この間まであと一年だと思っていたのが十ヶ月になって、そして気付いたらあと九ヶ月。
どんどん時間が経っていってしまうのに、遠慮してる時間なんていらない。
「す、好きだよっ。でも大好きだから――」
「じゃあこれ以上俺の事ガッカリさせんなよ」
少し強い口調で言ったら、真島の肩がビクリと跳ねる。
これくらい言えばさすがに真島も手を出してくるだろう。
真島が俺の言葉に逆らうわけがないし、きっといつも通り我慢できないってすぐに手が伸びてきて――。
「た…高瀬くんには分からないっ」
ビクリ、としてしまった。
え、今の真島?
呆然としたまま見返すと、その表情が今にも泣き出しそうなほど苦しげに歪む。
「大好きなんだ…っ、すごく大切なんだよ。高瀬くんは俺で遊んでるかも知れないけれど、俺は本気なんだよ。絶対に、絶対に好きになって欲しいから――っ」
まくし立てるように真島は言う。
こんな風に自分の気持ちをぶつけてくる真島は初めてだった。
「俺は高瀬くんに好きになってほしいんだ。…心が欲しい。

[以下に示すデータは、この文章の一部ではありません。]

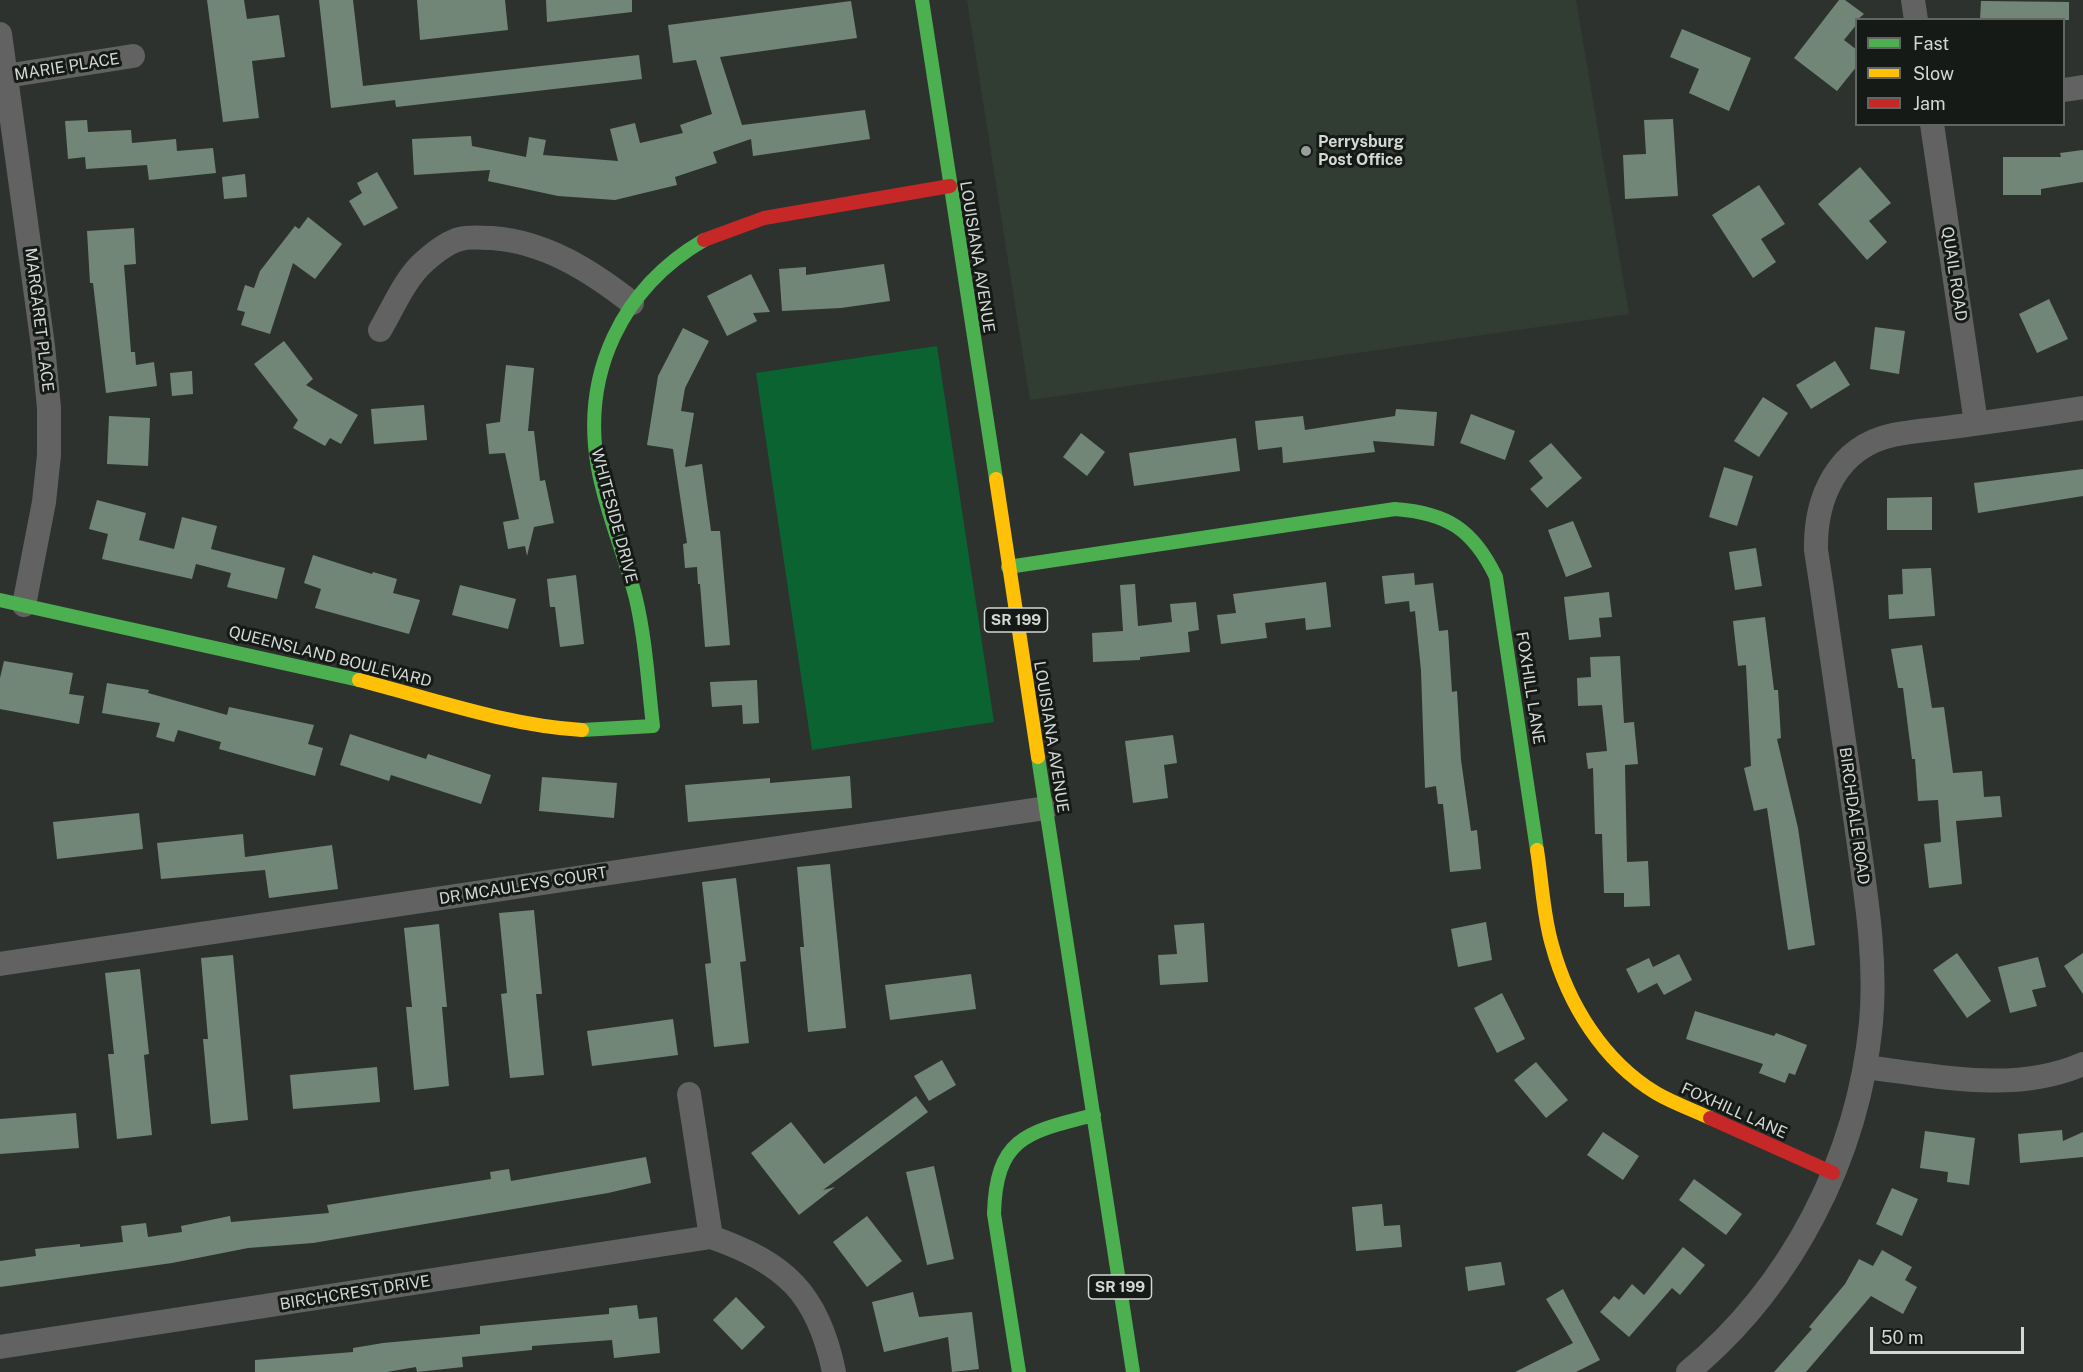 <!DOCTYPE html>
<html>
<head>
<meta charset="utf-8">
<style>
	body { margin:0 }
	#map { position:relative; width:2083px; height:1372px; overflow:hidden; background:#2d322e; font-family:"Public Sans",sans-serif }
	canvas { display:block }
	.legend { position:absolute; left:1855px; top:18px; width:210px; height:108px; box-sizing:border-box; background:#161a17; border:2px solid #626663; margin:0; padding:8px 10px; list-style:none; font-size:18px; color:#d3d8d4 }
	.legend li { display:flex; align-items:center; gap:12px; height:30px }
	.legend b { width:30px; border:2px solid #626663 }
	.scale { position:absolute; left:1870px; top:1327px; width:154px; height:27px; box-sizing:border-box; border:3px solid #d3d8d4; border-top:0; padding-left:8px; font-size:18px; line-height:21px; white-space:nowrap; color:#d3d8d4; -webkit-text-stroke:4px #161a17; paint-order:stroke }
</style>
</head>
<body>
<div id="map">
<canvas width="2083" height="1372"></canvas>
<ul class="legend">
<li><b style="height:8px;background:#4caf50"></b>Fast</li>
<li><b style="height:8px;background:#ffc107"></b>Slow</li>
<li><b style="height:8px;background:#c62828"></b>Jam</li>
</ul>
<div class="scale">50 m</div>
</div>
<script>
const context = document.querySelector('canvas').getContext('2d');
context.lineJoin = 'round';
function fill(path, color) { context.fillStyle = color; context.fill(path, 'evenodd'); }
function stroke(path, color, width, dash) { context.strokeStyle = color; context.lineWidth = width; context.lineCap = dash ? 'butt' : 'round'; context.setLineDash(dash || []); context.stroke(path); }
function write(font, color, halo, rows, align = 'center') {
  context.font = font + ' "Public Sans",sans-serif'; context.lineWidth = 6; context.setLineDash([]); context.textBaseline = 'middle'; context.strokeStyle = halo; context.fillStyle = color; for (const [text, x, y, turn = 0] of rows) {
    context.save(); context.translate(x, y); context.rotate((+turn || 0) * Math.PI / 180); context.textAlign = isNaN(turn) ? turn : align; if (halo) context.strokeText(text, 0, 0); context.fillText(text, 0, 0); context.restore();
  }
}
fill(new Path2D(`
	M967,0H1576L1629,314L1030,400Z`), '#313d33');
fill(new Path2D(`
	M937,346L994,722L812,750L756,373Z`), '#0a6331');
fill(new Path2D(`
	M207,0H244L247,19L279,15L285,57L252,61L259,118L223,122Z
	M319,0H353L363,86L639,55L642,79L396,107L395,100L331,108Z
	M417,0H505L508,30L420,40Z
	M546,0H632V12L547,22Z
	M1839,0H1845L1864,14L1857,20V24L1844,40L1857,50V66L1837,91L1794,58Z
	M851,1L857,38L720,57L742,125L865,110L870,139L753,156L751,139L713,152L717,163L675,177L677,185L615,200L558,196L488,181L490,170L414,175L412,139L471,136L472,146L526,157L529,137L546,140L543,155L618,161L610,129L635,123L640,143L683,133L680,125L712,114L696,60L673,63L668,25Z
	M1981,1L2069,2V20H1980Z
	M1682,29L1751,58L1729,111L1689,93L1699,69L1670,57Z
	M1673,119L1678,196L1625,199L1623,155L1646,154L1644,120Z
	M87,120L88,132L131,130L132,143L176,139L177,151L213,148L216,173L149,180L147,165L86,169L85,157L68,159L65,121Z
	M2083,150V182L2041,189V195H2003V157H2061L2060,153Z
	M1860,167L1891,203L1869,221L1887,242L1867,260L1818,204Z
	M377,172L398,208L364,226L349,201L362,193L357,183Z
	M245,174L247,197L224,199L222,177Z
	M1759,185L1785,224L1761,239L1776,262L1753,278L1712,215Z
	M308,217L342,244L315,279L293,263L270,334L241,325L245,312L237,310L245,285L254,288L260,271L295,226L299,229Z
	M134,228L136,264L124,265L131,352H135L136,365L154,362L157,386L106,393L93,283H90L87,231Z
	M884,264L890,301L841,308L782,311L779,269L806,267V275Z
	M751,274L770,312L753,313L757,321L727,336L707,296Z
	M2049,299L2068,339L2037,353L2019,314Z
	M1875,327L1905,331L1899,374L1870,369Z
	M683,328L709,341L685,388L681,411L694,413L685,467L702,464L711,531H720L730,645L705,647L700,584H698L697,567L685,568L683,544L687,543L673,449L647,445L658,376Z
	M284,341L313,379L306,385L358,415L341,444L330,438L325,446L293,428L298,420L254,364Z
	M1835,361L1850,385L1811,409L1796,385Z
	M506,365L534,368L528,431H534L540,481L545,480L554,523L534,527L527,556L525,546L508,549L503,522L519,519L505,453L489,454L486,424L500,422Z
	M192,371L193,394L172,396L170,373Z
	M1763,397L1788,413L1759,457L1734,441Z
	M424,405L427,440L374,444L371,409Z
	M1396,409L1437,412L1434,446L1373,441L1375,452L1283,463L1282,447L1258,450L1255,421L1303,416L1305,430L1395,416Z
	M1471,414L1515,431L1505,460L1460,443Z
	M109,416L150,418L148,466L107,464Z
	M1081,433L1105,452L1087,476L1063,457Z
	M1236,438L1240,471L1134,486L1129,453Z
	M1551,443L1582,478L1547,508L1530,489L1543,478L1529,461Z
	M1724,467L1753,476L1737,526L1709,517Z
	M2083,469V496L1978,513L1974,483Z
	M1932,497V530H1887V498Z
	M97,500L146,513L139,540L174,549L182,517L217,526L211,549L285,568L277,599L227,587L231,573L196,564L192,579L102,559L108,534L89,529Z
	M1573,521L1592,567L1566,577L1548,530Z
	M1756,548L1762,586L1735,590L1729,552Z
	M313,555L372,574L373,572L397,579L393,593L420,600L409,634L315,608L321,589L304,583Z
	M1931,568L1935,616L1889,619L1888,595L1903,594L1902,569Z
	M1414,573L1415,585L1433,583L1439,631L1448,630L1452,692L1457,691L1461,760L1471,831L1477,830L1481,869L1450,872L1443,804H1438L1436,786L1425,788L1421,671L1415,611L1410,612L1409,601L1385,604L1382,576Z
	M576,575L584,644L560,647L555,607H550L547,579Z
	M1326,582L1331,627L1306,630L1305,618L1265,623L1267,638L1221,644L1217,615L1236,613L1233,594Z
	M1135,584L1138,626L1172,622L1170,604L1196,602L1199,630L1188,632L1190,652L1140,657V660L1093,662L1092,633L1123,631L1120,585Z
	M460,585L516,599L508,629L452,615Z
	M1609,592L1612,617L1599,618L1601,637L1569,640L1564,597Z
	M1765,617L1774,690H1778L1781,738L1777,739L1798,828L1815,945L1788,950L1767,808L1754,811L1744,768L1751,766L1746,665L1738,666L1733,621Z
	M1922,645L1932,708L1944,707L1953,773L1982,771L1984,797L2000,796L2002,817L1956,821L1962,884L1929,888L1924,844L1941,842L1938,800L1918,801L1915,759H1912L1903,688H1898L1891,649Z
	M1620,656L1624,723L1634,722L1638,764L1625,765L1627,862L1648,861L1650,906L1624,907V893H1604L1602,834H1595L1593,768L1588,769L1586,753L1607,751L1602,705L1578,706L1577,678L1591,677L1590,657Z
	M4,661L73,673L69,694L84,696L79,724L0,709V678Z
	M757,680L759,723L743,724L742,705L712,707L710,682Z
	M107,683L149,690L148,693L227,715L229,707L314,725L308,744L323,748L315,776L219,749L221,742L178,730L174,742L156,737L160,723L102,713Z
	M350,734L426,759L428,754L491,775L481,804L391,775L389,781L340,765Z
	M1173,735L1177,763L1164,765L1168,798L1133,803L1125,741Z
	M850,776L852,808L688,822L685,785L770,778V783Z
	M542,777L617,783L614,818L539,811Z
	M139,813L143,849L57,859L53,822Z
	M243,834L245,857L332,845L338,889L269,898L265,870L161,879L157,843Z
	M830,864L846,1028L808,1032L800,947H804L797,867Z
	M736,878L746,961L740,962L749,1043L714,1047L705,964L711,963L702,882Z
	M534,910L542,994H536L544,1075L510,1078L501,994L507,993L499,913Z
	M1486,922L1492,960L1458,967L1451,929Z
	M1204,923L1208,982L1160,985L1158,955L1177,954L1174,925Z
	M439,924L447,1007H442L449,1086L414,1090L406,1007H412L404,928Z
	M1957,953L1991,1001L1967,1018L1933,970Z
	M2083,953V994L2064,966Z
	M1679,954L1692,980L1664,995L1657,983L1638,993L1626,969L1649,958L1653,967Z
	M233,955L248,1120L211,1124L203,1039H208L201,958Z
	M2038,957L2046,987L2032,990L2037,1006L2010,1013L1998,967Z
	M140,969L149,1054L144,1055L152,1135L117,1139L108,1054H114L105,973Z
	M971,974L976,1009L890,1020L885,985Z
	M1502,993L1525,1039L1497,1053L1474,1008Z
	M1695,1011L1774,1036L1776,1033L1807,1045L1795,1075L1789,1073L1785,1083L1759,1073L1763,1064L1686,1039Z
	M673,1019L678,1055L592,1066L587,1031Z
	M942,1060L956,1085L929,1101L914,1076Z
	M1536,1062L1568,1100L1546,1118L1514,1080Z
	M377,1067L380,1102L293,1109L290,1075Z
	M916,1096L928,1112L823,1190L835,1187L799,1215L751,1153L791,1122L824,1164Z
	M76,1113L79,1148L0,1154V1119Z
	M2062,1130L2063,1141L2083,1132V1157L2020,1163L2018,1134Z
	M1925,1131L1975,1138L1969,1185L1947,1182L1948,1172L1920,1168Z
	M1603,1132L1639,1156L1623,1180L1587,1155Z
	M646,1157L651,1183L608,1193L313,1243L248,1248L172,1263L0,1287V1261L36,1256L35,1249L80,1244V1247L123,1242L121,1226L146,1223L148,1237L182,1232L181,1226L230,1216L231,1222L329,1213L327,1205L491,1179L490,1172L509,1169L511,1181Z
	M934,1166L954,1259L927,1265L906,1172Z
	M1694,1179L1742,1214L1726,1235L1679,1200Z
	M1892,1188L1918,1199L1902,1236L1876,1224Z
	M1382,1204L1384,1226L1400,1225L1402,1247L1356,1251L1352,1207Z
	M867,1216L902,1261L867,1287L833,1242Z
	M1683,1247L1705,1265L1680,1295L1672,1288L1629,1337L1600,1312L1614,1296L1619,1300L1632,1284L1644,1295Z
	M1882,1250L1912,1267L1905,1280L1917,1287L1903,1314L1871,1296L1806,1372H1774L1812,1329L1809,1327L1845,1284L1859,1259L1873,1266Z
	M1501,1262L1505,1285L1468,1291L1465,1267Z
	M1563,1289L1600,1360L1576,1372H1515L1573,1343L1546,1299Z
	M913,1292L919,1317L972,1312L979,1369L952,1372L948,1337L884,1352L872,1302Z
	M736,1297L765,1327L742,1350L713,1320Z
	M637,1305L639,1319L657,1317L660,1353L614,1358L612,1340L532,1346V1350L462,1357L463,1367L417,1372L416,1367L387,1372H255V1360L353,1352V1348L383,1343L480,1334V1326L609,1314V1308Z`), '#728677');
stroke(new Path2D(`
	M1913,0L1916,20
	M0,34L43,346L49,408V455L44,502L24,605
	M0,77L133,56
	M2064,90L2083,87
	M1932,124L1976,423
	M380,330C393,308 405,278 425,261C434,253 448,242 460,239C471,236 481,238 492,238C546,242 591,271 632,303
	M0,964L1046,808
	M1865,1067C1937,1076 2014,1094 2083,1064
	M689,1094L711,1237
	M0,1347L711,1237C785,1263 818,1293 834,1372
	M1688,1372C1792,1286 1858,1157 1871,1023C1877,956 1865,890 1856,824C1843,732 1830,641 1816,550C1815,498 1837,447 1893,435C1912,431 1932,430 1952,427C1995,421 2039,415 2083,408`), '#626263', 24);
stroke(new Path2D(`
	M922,0L996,479
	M1008,567L1395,509C1447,513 1473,529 1496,577L1537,850
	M0,600L359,680
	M582,730L653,726C648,684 646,641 636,599C625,555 606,513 598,468C581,373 622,288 704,240
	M1038,757L1133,1372
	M1019,1372L994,1214C996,1137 1027,1132 1094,1115`), '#4caf50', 14);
stroke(new Path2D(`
	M996,479L1038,757
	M359,680C433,699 505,725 582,730
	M1537,850C1542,881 1543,915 1552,945C1568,1004 1603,1061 1656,1093C1673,1103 1693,1110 1710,1118`), '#ffc107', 14);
stroke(new Path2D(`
	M704,240L764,218L950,186
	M1710,1118L1833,1173`), '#c62828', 14);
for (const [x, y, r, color] of [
	[1306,151,6,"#999e9a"]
]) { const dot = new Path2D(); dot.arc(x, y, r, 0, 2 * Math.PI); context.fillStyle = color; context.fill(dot); stroke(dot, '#161a17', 2); }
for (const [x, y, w] of [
	[1016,620,63],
	[1120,1287,63]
]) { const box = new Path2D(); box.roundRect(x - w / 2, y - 12, w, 24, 4.5); context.fillStyle = '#161a17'; context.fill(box); stroke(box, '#d3d8d4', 1.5); }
write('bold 15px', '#d3d8d4', null, [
	["SR 199",1016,620],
	["SR 199",1120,1287]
]);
write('16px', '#d3d8d4', '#161a17', [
	["MARIE PLACE",67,67,-9],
	["LOUISIANA AVENUE",977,257,81],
	["QUAIL ROAD",1954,274,81],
	["MARGARET PLACE",39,320,83],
	["WHITESIDE DRIVE",614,516,75],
	["QUEENSLAND BOULEVARD",330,657,14],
	["FOXHILL LANE",1530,688,81],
	["LOUISIANA AVENUE",1051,737,81],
	["BIRCHDALE ROAD",1854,816,82],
	["DR MCAULEYS COURT",523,886,-9],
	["FOXHILL LANE",1734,1111,24],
	["BIRCHCREST DRIVE",355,1293,-9]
]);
write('bold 16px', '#d3d8d4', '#161a17', [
	["Perrysburg",1318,142],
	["Post Office",1318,160]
], 'left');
</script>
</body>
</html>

すごく、すごく心が欲しいんだ…っ」
そう言った真島の瞳から、ぽろりと涙が溢れる。
俺の心なんて、もうコイツは半年前からずっと持っている。
そんなに必死で望まなくたって、ちゃんと持ってるんだ。
だがとっくに持っているものを手に入らないと言って、真島は苦しそうに泣き始める。
「好きになって。お願いだから…っ。俺に気持ちがないって分かってるのに、これ以上のことなんか出来ないよ…っ」
肩を掴まれて、ぼろぼろと涙を流しながら子供のようにせがまれた。
思わずその表情に耐えきれず、視線を彷徨わせてしまう。
「…そ、それは――」
無理だ、という言葉が出てこなかった。
そんな言葉、言いたくなかった。
好きな奴をこれ以上苦しませる言葉なんか、言いたい訳がない。
だけど何も言い返さない俺に、真島は傷ついたような顔で俯く。
「…ご、ごめんなさい。頭、冷やすから――」
ぽつりとそう言って、真島は立ち上がる。
思わず真島の服を掴もうと手を伸ばしてしまう。
行くな。
本当はお前で遊んだりなんかしてないし、ちゃんと俺だって本気なんだ。
全部誤解で、だけど将来のことを考えたらこうした方がいいって、仕方なく思ってるだけなんだ。
お前のことが好きだ。
――ちゃんと、大好きなんだよ。
だが伸ばした手は、何も掴まず空を切る。
「…そうかよ。勝手にしろ」
思ってる事とは裏腹に、出てきた言葉は酷く不貞腐れたような台詞だった。
俺の言葉に真島がビクリと肩を揺らす。
いつもだったら絶対にごめんなさいと音を上げて縋ってきているくせに、真島は喉を震わせて苦しげに涙を零しながら、この場から立ち去っていった。